A Simplistic View
To the editors:
Miriam Asnes (Opinion, “A Liberation Story?”, April 16), compares the plight of the Palestinians to that of the biblical Israelites enslaved to the Egyptians, who, in her analogy, represent modern Israel.
Equating a modern political situation to an event in the Bible is deeply problematic; the narratives often lack the complexity and nuance that exist in the world we know. For Asnes, the current conflict can be summed up in two straightforward identities: Israelis = biblical Egyptians = bad, while Palestinians = biblical Israelites = good. This sort of rhetoric is offensive both to reality and to the reader’s intelligence.
Asnes cites recent uses of force against Palestinians, in particular the demolition by Israeli forces of 30 homes in a Palestinian refugee camp. Asnes mentions that Palestinian snipers were using these locations to shoot and kill Israeli citizens, but she never explains why Israel’s response makes it the oppressor. She avoids this because admitting that Palestinians are attacking Israelis would complicate her story; it would reveal the fallaciousness of her analogy.
Knowing, though, that there is Palestinian brutality, aggression and terrorism against Israelis, she searches for a place to fit them into her story: these parallel the plagues that God brings upon the Egyptians. In her narrative, these “reprehensible actions” have a moral: “there is an imbalance of power that Israel has the ability to remedy.” Does she mean that the Israeli government must provide its Palestinian attackers with better arms? May one only defend oneself against an equally strong enemy? Because it has better military capabilities, Asnes implies, Israel is necessarily in the moral wrong. While the more powerful side in a conflict has greater ability to oppress the weaker side, logic—and reality—permit the opposite. So while it is relevant to note Israel’s superior military capacities, the imbalance doesn’t reveal which side is acting morally.
For Asnes, powerlessness, victimhood and the moral high ground are elements of a single package, while power, oppression and moral corruption are inextricably joined as well. She complains that in Israel today, the Jews are “not in the familiar position of victim”; she is actually mourning the fact that the Jews in Israel have power.

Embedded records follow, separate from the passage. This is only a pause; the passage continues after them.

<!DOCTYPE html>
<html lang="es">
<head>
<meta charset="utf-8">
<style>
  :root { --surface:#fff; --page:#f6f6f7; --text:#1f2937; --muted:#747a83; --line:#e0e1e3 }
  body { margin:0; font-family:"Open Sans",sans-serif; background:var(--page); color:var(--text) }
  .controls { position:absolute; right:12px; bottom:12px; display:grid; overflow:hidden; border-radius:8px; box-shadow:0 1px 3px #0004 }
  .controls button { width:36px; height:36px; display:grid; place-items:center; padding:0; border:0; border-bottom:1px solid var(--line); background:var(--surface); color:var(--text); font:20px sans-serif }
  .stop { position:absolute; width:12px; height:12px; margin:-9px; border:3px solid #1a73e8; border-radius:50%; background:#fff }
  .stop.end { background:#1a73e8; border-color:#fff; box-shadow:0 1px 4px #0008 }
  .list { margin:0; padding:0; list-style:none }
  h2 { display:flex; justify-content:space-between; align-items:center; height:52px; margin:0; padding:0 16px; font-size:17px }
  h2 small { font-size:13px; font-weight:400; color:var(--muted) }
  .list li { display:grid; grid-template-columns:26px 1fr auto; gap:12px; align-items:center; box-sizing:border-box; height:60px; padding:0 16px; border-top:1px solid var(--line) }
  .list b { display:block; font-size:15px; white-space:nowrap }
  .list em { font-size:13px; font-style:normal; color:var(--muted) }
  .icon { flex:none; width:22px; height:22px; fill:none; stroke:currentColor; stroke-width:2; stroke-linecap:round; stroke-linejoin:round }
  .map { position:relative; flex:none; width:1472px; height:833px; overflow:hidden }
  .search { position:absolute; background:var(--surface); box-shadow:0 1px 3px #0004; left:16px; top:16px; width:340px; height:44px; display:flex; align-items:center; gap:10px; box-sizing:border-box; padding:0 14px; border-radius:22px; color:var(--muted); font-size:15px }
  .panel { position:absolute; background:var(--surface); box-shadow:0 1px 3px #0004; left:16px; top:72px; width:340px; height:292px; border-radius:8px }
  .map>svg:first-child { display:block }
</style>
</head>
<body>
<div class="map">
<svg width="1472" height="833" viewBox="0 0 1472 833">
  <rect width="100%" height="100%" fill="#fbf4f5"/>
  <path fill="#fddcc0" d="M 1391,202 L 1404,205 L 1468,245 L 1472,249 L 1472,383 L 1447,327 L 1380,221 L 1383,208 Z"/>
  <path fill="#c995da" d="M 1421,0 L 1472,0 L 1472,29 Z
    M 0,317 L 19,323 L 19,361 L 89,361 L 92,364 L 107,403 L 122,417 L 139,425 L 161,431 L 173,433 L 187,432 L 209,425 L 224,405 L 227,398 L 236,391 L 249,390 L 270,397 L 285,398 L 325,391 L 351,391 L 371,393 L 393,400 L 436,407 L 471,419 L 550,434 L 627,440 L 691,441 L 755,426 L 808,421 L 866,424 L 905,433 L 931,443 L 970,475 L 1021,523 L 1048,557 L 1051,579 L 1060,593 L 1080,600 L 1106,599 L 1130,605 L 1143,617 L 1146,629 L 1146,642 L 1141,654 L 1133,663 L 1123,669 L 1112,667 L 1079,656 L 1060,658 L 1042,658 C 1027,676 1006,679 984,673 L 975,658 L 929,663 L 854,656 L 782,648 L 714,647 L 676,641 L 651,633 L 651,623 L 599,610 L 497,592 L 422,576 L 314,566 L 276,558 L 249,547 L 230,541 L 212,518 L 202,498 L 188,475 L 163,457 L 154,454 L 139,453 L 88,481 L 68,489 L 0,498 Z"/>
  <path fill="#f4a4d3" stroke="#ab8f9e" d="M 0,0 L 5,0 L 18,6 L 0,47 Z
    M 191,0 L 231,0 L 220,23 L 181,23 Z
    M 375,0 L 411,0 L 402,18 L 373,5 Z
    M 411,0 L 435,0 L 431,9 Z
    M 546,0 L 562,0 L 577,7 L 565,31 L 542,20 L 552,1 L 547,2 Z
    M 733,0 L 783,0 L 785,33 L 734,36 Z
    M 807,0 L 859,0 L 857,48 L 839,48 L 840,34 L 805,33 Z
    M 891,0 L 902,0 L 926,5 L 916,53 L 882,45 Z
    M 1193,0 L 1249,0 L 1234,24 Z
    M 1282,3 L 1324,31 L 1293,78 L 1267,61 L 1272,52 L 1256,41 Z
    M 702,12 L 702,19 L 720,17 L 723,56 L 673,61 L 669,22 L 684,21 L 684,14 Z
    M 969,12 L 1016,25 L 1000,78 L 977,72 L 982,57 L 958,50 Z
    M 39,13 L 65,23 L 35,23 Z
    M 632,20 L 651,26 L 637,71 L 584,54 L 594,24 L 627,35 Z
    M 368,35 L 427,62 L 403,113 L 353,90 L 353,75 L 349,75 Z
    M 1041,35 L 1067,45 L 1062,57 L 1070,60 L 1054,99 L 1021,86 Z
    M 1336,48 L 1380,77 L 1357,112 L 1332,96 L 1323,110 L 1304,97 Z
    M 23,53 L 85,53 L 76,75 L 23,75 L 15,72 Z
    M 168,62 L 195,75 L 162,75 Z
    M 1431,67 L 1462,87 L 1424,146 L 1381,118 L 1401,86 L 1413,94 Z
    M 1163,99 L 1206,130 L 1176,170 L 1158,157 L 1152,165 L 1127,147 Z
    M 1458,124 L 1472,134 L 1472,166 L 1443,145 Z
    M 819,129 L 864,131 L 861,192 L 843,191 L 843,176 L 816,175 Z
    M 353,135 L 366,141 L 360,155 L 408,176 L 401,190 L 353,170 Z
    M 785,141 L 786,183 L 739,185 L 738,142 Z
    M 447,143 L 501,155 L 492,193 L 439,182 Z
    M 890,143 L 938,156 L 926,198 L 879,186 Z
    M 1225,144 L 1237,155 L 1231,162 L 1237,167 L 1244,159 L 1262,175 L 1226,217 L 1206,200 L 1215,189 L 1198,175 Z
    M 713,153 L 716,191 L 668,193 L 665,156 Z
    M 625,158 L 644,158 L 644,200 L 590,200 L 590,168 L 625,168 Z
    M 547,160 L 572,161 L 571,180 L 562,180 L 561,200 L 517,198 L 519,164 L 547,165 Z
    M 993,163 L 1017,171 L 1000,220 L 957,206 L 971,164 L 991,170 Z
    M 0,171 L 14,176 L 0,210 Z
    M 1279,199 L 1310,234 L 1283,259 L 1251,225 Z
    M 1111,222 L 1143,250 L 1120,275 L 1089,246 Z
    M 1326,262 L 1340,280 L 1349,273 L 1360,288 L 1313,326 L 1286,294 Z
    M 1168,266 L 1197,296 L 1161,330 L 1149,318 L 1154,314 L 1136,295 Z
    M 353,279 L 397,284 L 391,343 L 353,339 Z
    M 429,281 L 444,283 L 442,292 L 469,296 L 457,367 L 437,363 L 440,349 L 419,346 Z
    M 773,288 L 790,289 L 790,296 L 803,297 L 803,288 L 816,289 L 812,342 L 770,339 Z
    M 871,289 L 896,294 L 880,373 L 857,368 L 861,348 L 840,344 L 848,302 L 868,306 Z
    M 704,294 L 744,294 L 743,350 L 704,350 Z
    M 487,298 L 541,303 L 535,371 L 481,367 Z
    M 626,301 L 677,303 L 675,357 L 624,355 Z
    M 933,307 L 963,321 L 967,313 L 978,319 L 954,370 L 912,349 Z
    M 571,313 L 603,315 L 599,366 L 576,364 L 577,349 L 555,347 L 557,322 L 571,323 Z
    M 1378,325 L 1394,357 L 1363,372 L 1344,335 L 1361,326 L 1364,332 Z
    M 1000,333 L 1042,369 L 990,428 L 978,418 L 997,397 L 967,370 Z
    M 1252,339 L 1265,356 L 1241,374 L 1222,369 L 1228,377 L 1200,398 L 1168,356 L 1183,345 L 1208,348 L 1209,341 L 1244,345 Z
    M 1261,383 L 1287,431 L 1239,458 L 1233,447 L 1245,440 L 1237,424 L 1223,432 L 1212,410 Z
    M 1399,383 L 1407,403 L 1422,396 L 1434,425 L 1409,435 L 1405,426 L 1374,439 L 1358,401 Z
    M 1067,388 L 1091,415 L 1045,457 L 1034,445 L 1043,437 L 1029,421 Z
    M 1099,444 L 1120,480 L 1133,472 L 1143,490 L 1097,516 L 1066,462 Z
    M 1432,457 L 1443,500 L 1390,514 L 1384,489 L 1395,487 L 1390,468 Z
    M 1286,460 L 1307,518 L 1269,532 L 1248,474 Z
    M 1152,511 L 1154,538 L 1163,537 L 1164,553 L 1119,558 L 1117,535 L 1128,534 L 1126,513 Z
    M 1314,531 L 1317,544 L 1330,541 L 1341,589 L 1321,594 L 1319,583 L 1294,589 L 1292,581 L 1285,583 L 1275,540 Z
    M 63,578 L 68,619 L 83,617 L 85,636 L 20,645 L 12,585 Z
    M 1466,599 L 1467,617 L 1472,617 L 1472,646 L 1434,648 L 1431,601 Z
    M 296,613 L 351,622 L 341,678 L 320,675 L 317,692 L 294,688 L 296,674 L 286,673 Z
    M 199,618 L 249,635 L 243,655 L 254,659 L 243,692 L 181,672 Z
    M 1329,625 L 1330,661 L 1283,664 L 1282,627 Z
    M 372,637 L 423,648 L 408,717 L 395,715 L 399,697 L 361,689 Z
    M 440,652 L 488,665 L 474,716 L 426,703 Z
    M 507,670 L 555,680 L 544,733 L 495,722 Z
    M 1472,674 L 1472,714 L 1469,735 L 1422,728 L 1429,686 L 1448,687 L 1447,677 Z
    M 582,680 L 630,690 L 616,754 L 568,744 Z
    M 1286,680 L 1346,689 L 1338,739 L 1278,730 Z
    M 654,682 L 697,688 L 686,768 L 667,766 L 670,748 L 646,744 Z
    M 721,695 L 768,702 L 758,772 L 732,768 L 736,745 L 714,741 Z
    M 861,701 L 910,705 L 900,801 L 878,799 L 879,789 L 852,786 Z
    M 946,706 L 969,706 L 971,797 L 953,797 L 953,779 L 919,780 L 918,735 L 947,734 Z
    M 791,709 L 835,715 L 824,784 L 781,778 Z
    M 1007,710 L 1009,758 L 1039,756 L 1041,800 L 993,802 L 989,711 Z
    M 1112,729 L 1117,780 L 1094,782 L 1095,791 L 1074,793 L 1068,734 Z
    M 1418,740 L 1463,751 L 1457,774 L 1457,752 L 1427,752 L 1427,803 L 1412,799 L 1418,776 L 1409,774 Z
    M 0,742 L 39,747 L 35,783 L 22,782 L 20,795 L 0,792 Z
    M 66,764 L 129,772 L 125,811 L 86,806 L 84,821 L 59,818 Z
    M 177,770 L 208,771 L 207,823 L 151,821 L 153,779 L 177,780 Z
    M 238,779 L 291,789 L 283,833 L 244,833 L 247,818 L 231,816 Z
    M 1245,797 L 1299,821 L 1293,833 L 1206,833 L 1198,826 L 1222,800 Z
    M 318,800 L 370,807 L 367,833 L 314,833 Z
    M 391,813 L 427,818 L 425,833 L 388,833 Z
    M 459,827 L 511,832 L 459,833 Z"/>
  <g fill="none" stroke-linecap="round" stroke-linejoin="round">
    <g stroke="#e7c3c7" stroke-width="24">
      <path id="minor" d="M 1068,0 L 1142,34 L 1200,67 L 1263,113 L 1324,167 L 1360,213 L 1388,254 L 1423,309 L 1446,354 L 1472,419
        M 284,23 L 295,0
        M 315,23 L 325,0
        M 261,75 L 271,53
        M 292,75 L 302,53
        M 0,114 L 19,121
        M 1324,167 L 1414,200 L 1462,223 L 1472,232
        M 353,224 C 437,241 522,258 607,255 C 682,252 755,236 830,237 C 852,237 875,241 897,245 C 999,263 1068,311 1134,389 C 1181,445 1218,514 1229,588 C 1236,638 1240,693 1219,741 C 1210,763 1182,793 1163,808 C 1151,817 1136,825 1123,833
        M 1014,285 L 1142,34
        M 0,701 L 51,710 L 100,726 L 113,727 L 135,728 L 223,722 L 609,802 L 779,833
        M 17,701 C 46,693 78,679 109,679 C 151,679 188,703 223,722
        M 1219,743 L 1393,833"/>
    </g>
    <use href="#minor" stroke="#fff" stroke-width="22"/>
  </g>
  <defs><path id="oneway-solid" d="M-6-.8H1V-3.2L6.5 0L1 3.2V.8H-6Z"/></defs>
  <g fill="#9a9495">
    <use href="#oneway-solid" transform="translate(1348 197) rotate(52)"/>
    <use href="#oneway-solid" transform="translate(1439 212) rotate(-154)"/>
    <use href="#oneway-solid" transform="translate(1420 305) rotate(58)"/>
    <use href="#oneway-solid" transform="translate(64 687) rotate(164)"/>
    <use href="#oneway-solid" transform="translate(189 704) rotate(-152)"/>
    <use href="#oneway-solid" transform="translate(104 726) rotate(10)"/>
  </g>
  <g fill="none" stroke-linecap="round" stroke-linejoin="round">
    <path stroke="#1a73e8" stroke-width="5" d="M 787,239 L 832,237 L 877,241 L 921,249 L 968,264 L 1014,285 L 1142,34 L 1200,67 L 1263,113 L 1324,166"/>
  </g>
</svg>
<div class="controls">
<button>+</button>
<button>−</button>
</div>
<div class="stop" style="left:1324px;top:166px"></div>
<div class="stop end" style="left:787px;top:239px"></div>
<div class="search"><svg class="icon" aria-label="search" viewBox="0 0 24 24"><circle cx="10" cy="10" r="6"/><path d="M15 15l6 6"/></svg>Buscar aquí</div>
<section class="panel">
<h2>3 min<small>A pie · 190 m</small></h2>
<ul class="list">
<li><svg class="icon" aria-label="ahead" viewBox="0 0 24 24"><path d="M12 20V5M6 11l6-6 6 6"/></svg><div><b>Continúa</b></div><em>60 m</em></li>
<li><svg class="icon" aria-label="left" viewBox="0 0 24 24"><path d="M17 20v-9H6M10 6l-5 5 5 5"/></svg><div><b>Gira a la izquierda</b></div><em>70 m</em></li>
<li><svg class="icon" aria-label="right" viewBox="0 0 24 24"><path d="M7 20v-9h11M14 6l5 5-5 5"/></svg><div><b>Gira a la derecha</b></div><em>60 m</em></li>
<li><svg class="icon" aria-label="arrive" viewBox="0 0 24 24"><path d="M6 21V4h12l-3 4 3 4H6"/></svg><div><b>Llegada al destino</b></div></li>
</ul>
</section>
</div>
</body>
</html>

This is indeed unfamiliar to the Jewish nation, having spent 2000 years in a position of statelessness. But Jews’ finally having power to defend themselves is nothing to mourn. Israel faces the challenge of using military power to protect its citizens in a moral way, considering the realities of a complex world. We must judge Israel’s decisions on this basis, and not dismiss its claims simply because it is the more powerful party in this particular conflict.
Jonathan M. Gribetz ’02
April 17, 2001
The writer is president of Harvard Students for Israel.
Unions, not Wages
To the editors:
The Progressive Student Labor Movement (PSLM) claims the living wage movement is an effort to restore dignity to Harvard’s workers (News, “PSLM Occupies Mass. Hall,” April 18). Speaking from a modest, working-class background, I find their campaign inexcusably condescending. I envision these living wage protesters generously descending from their ivory towers to fight a battle for the common, uneducated worker. This benevolent gesture is patronizing and demoralizing, and if I were among the ranks of Harvard’s workers, I would feel humiliated.